It was this insane balancing act of honoring the first film, but at the same time forging our own way, our own story. Setting it in the ‘30s helped that. Having Michael and Jane grown up and seeing what’s happened to them and with their journey and what they’ve lost along the way helped that. But it was constantly back and forth and I have to say I just used my own gut about what needed to be there, what we needed to reflect on and pay homage to.

Marc and Scott were incredibly careful about making sure that we didn’t abuse using themes from the first film. We used the themes in very strategic places throughout the film. Most of it actually very much at the end where we feel we’d earned it by then.

Read more about what Rob Marshall and the entire Mary Poppins Returns cast, Emily Blunt (“Mary Poppins”), Lin-Manuel Miranda (“Jack”), Emily Mortimer (“Jane Banks”), Ben Wishaw (“Michael Banks”), producer John Deluca, composter Mark Shaiman, lyricist Scott Wittman, and screenwriter David Magee, had to say about honoring the original Disney masterpiece, creating witty lyrics for the films musical numbers, and filming with original cast members.

Mary Poppins Returns opens in theaters everywhere December 19th, 2018.

Mary Poppins Returns Cast Talks About Honoring Original Masterpiece, Witty Lyrics, Filming with Original Cast

Q: Rob Marshall, you have single-handedly brought back the movie musical to our culture. What made you choose Mary Poppins Returns as your first original musical film?

Rob Marshall: What I thought to myself when this came my way was if anybody is going to do it I would like to do it because I wanted to be able to protect the first film and treat this film with great care and love. An original musical is very difficult to do, there are so many layers to it, but with this one, creating an original musical from scratch was a dream for me.

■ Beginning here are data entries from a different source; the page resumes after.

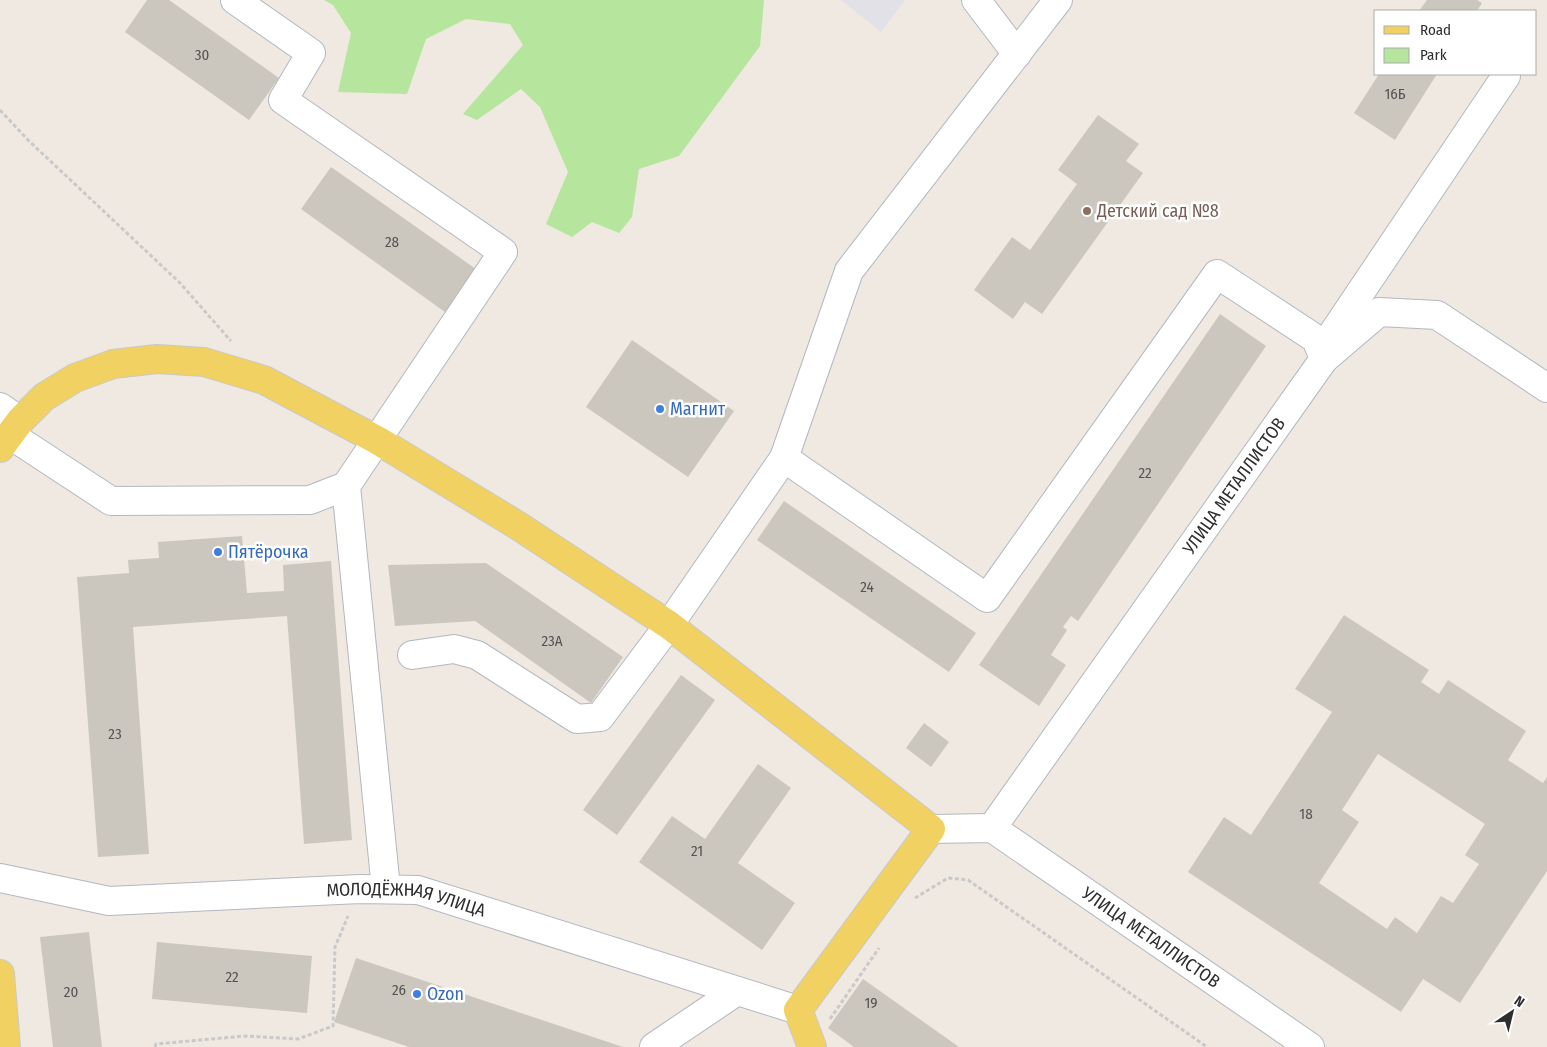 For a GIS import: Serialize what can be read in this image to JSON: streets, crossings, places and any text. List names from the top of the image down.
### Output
{
  "streets": {
    "street": ["УЛИЦА МЕТАЛЛИСТОВ", "МОЛОДЁЖНАЯ УЛИЦА"]
  },
  "places": [
    "Детский сад №8",
    "Магнит",
    "Пятёрочка",
    "Ozon"
  ],
  "house_numbers": [
    "30",
    "16Б",
    "28",
    "22",
    "24",
    "23А",
    "23",
    "18",
    "21",
    "22",
    "26",
    "20",
    "19"
  ],
  "legend": ["Road", "Park"],
  "north": "top right"
}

I’ve never done it before and to be able to create it with this beautiful company was exactly what I was hoping for.

Mary Poppins Returns Cast Talks About Honoring Original Masterpiece, Witty Lyrics, Filming with Original Cast

Q: Emily Blunt: Your joy and light shine in every frame of the film. How did this come about for you?

Emily Blunt: I got a voicemail from Rob who is my dear friend and the voice mail certainly had a sort of charged energy to it, like I was oh my god, what is it, you know? What is this project? He said, we’ve been digging through the Disney archives and we’ve found their most prized possession. When you, Rob, said Mary Poppins I thought the air changed in the room. It was so extraordinary, such an extraordinary rather unparalleled moment for me because I was filled with an instantaneous yes, but also with some trepidation, all happening simultaneously at that moment because she is so iconic. She had such a big imprint on my life and on everyone’s lives, you know. People hold this character so close to their hearts. How do I create my version of her? What will my version of her be because there’s no point? No one wants to see me do a sort of cheap impersonation of Julie Andrews because no one is Julie Andrews. She should be preserved and treasured in her own way of what she did. I knew this was going to be something that I wanted to take a big swing with and I knew I could do it with this man who is the most emboldening, meticulous, brilliant director in the world and I was in safe hands with him.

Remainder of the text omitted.